Volunteers-There’s no way any other other city will match the sheer number of volunteers Beijing provided.  China is all about throwing masses of people @ problems, & no other country has that population to devote to volunteers.  I think the solution is multilingual ubiquitous technology (ex. wireless & kiosks) which should provide a lot of the information volunteers can, & will remain as valuable assets after the games are done.

Transportation-we had a really good rail system, but it’s pathetically managed, poorly maintained, & woefully underfunded.  It will take more than $ to shore it up.  It needs to be managed much more effectively.  We are competing with world-class public transportation systems, & the CTA looks pathetic by comparison.

Venues-This should be a real advantage for Chicago to show off its marvelous architecture.  Hopefully Chicago can utilize even more athletic facilities than are already planned, such as US Cellular Field, Ryan Field in Evanston, etc.

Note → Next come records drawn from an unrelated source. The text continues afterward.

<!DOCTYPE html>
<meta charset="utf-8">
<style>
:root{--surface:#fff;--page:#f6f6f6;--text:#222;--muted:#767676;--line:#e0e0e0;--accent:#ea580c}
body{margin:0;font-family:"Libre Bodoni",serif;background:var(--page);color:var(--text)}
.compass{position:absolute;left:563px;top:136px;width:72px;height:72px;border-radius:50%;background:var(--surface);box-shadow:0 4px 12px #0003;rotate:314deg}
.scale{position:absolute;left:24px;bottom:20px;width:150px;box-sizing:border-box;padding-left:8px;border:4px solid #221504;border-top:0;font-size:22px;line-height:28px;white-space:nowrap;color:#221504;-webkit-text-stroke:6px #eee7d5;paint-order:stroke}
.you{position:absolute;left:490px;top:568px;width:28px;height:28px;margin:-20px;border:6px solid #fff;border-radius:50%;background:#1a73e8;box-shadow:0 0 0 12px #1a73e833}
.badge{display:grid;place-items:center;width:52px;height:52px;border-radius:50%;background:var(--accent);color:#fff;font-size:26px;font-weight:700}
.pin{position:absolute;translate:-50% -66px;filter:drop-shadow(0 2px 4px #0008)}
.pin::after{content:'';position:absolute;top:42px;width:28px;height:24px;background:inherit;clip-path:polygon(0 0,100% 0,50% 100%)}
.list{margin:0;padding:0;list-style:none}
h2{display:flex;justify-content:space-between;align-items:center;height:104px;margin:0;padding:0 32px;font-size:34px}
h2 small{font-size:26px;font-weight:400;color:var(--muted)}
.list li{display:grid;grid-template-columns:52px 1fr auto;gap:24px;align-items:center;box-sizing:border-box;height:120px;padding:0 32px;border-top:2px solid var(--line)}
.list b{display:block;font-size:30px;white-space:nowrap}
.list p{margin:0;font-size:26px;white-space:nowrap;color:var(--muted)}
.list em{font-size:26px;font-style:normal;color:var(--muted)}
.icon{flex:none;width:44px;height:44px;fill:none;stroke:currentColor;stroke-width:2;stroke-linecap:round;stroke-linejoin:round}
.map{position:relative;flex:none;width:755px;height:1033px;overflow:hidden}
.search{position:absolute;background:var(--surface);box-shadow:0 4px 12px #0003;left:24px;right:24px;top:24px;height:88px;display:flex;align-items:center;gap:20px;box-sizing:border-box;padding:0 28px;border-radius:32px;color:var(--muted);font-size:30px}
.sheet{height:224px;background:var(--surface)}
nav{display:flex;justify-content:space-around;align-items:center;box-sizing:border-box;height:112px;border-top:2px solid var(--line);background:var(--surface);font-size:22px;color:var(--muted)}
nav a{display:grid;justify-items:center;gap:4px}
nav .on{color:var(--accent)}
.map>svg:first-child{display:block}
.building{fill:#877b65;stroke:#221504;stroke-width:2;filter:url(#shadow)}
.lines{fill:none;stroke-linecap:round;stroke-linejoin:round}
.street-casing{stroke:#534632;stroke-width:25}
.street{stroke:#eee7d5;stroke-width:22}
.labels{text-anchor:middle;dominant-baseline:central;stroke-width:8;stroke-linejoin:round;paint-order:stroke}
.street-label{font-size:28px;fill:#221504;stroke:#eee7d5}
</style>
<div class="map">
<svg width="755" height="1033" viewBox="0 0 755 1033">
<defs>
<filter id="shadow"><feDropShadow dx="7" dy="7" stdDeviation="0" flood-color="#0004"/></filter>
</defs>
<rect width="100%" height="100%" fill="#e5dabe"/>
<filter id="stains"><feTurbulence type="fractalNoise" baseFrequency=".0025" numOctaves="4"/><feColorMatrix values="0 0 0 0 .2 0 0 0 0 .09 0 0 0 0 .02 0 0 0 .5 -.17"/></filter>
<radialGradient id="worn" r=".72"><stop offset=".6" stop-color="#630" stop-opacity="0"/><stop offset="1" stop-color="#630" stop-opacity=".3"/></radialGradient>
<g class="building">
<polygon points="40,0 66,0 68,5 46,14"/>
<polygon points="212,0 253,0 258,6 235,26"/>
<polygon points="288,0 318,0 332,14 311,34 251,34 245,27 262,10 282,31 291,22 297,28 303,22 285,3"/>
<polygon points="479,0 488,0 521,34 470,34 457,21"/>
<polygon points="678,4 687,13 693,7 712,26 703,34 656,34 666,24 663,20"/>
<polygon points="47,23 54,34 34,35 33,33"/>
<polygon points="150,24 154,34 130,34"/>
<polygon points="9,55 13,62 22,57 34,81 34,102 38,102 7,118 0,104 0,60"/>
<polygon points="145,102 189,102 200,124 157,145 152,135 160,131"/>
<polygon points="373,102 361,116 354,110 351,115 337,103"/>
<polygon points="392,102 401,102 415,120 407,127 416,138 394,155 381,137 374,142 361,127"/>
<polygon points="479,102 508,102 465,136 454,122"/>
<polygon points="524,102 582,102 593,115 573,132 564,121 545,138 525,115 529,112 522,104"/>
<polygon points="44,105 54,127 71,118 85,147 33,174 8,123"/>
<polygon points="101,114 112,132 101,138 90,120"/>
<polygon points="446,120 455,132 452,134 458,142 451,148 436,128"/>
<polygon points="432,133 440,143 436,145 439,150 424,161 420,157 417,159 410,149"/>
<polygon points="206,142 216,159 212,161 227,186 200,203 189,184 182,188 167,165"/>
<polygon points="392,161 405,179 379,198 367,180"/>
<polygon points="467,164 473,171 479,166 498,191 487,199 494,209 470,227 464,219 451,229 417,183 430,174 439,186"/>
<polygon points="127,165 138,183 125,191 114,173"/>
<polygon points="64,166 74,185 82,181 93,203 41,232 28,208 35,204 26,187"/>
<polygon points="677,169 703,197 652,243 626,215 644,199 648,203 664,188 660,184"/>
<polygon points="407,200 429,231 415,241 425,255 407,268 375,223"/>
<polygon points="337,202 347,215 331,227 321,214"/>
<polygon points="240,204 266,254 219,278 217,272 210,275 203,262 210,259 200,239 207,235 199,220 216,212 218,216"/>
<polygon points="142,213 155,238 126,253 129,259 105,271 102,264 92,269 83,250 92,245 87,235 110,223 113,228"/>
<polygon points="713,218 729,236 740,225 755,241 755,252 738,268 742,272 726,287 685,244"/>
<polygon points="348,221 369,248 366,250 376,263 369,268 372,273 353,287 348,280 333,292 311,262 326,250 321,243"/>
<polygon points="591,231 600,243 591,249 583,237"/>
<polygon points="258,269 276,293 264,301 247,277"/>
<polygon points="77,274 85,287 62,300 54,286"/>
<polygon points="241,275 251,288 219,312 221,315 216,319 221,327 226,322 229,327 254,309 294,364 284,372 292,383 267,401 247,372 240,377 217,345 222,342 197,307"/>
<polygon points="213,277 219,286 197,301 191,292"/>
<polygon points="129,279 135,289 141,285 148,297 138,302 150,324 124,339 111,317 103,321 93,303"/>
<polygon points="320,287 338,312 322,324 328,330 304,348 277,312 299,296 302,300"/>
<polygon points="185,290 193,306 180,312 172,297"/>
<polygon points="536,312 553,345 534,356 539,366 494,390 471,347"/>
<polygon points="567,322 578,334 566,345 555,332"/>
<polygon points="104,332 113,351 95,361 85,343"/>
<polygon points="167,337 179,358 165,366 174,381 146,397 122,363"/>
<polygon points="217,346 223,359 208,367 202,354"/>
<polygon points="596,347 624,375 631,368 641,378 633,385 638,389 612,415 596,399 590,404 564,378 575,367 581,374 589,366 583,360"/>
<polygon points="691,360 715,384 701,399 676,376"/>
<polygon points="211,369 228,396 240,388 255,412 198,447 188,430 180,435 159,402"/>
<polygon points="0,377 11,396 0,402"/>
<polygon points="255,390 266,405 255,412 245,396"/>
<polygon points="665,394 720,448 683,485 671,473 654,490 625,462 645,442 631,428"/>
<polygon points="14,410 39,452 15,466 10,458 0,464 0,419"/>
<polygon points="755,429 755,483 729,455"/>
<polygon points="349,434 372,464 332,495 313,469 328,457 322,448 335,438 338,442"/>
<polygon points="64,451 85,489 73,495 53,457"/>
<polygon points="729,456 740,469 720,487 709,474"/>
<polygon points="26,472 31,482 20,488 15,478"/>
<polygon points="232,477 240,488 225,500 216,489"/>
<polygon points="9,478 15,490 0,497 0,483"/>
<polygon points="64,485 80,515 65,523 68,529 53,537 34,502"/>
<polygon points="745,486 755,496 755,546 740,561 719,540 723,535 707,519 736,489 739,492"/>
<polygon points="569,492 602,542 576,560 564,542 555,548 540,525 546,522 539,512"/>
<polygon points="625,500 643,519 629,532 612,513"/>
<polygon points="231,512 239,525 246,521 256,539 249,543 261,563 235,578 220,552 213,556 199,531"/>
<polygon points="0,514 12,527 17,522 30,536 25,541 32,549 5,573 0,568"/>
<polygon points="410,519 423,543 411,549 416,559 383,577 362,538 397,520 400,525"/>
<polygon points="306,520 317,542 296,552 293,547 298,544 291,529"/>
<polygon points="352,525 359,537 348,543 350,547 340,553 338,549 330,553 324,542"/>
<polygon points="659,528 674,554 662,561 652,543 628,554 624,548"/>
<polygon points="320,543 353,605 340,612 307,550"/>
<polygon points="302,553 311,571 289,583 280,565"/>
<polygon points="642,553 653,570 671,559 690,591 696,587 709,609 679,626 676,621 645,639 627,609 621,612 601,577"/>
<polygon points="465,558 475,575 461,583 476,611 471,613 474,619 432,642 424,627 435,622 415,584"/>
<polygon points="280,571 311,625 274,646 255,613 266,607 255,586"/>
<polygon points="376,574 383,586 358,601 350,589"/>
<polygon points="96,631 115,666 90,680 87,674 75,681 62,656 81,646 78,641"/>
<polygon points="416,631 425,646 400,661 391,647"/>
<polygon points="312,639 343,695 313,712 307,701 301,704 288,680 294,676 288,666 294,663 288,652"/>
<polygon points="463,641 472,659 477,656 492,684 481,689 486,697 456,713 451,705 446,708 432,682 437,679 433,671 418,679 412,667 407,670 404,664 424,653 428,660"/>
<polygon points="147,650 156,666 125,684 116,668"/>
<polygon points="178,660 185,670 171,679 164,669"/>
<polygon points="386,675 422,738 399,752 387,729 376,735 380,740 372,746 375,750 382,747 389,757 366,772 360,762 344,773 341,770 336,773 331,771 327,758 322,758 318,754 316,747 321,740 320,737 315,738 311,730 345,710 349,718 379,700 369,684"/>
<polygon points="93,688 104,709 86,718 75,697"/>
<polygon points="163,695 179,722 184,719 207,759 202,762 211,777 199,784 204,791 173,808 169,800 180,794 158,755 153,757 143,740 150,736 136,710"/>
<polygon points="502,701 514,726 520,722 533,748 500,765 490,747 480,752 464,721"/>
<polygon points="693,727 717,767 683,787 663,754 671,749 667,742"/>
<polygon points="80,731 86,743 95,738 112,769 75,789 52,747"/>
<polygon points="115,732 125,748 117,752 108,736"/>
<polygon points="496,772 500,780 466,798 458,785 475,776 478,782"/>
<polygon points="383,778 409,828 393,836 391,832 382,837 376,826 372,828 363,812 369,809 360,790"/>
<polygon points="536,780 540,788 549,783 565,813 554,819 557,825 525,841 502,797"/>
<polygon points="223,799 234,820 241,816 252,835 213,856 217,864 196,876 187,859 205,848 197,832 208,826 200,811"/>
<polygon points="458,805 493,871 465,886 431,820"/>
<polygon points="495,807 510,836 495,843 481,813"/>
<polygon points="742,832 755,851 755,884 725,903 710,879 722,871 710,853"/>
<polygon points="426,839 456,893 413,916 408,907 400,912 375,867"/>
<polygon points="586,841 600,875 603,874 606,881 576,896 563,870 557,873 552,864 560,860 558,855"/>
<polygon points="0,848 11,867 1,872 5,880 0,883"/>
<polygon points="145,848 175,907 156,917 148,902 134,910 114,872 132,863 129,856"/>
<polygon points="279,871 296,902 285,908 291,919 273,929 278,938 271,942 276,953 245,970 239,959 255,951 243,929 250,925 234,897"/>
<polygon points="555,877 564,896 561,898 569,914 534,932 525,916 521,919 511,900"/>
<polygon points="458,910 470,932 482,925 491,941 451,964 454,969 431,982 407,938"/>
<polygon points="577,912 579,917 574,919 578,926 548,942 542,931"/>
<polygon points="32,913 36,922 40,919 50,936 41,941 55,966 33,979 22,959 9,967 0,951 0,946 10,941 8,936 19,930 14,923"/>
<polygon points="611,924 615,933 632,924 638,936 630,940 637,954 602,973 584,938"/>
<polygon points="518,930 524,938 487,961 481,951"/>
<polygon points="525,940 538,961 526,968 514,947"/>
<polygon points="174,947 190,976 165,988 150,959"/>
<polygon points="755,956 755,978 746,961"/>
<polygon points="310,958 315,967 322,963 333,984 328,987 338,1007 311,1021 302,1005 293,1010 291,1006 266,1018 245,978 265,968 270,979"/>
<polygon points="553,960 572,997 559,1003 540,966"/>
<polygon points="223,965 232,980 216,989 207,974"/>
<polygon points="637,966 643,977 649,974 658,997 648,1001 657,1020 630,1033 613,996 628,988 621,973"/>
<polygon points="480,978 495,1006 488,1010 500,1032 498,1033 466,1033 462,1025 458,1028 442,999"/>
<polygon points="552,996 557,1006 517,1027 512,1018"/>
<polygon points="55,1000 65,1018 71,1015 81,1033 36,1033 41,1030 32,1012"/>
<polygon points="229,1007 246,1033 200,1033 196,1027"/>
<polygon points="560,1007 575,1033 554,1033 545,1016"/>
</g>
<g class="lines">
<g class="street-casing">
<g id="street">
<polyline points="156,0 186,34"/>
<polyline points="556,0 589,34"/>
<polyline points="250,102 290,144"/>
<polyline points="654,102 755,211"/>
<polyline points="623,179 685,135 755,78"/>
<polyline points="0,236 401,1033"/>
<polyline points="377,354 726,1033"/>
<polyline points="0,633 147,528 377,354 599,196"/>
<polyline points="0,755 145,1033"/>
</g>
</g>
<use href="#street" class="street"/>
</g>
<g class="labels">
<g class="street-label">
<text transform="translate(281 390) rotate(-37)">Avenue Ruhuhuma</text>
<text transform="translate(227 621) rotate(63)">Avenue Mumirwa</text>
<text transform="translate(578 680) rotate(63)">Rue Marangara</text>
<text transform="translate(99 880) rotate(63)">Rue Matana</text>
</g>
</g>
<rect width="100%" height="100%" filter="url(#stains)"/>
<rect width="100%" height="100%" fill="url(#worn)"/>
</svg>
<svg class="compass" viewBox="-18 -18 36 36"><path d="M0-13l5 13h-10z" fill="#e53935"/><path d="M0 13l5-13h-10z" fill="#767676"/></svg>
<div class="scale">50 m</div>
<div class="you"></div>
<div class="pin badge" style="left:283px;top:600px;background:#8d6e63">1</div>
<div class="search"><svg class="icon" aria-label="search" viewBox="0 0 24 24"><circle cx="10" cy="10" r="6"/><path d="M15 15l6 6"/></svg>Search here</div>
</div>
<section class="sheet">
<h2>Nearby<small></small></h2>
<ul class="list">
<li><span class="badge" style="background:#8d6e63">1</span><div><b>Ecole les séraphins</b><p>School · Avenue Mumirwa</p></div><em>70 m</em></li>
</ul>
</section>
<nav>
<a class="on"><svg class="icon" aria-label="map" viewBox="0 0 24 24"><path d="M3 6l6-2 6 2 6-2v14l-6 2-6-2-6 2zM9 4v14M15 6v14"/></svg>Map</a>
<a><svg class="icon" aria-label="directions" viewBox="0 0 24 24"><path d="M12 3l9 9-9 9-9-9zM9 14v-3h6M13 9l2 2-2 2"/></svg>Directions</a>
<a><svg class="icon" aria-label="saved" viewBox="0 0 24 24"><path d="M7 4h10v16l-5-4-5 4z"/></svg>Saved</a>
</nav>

Residents-it will take a lot more than live sites to involve local residents in the games.  There are tons more tourists here than there were 5-10 years ago, & it looks like they get along OK here, but I think that’s in spite of many residents rather than because of them.  Midwesterners have the reputation of being very nice, which is probably true & helpful, but also very parochial & insular, which doesn’t help when people who speak with funny accents, or even in different foreign languages, ask questions on the streets.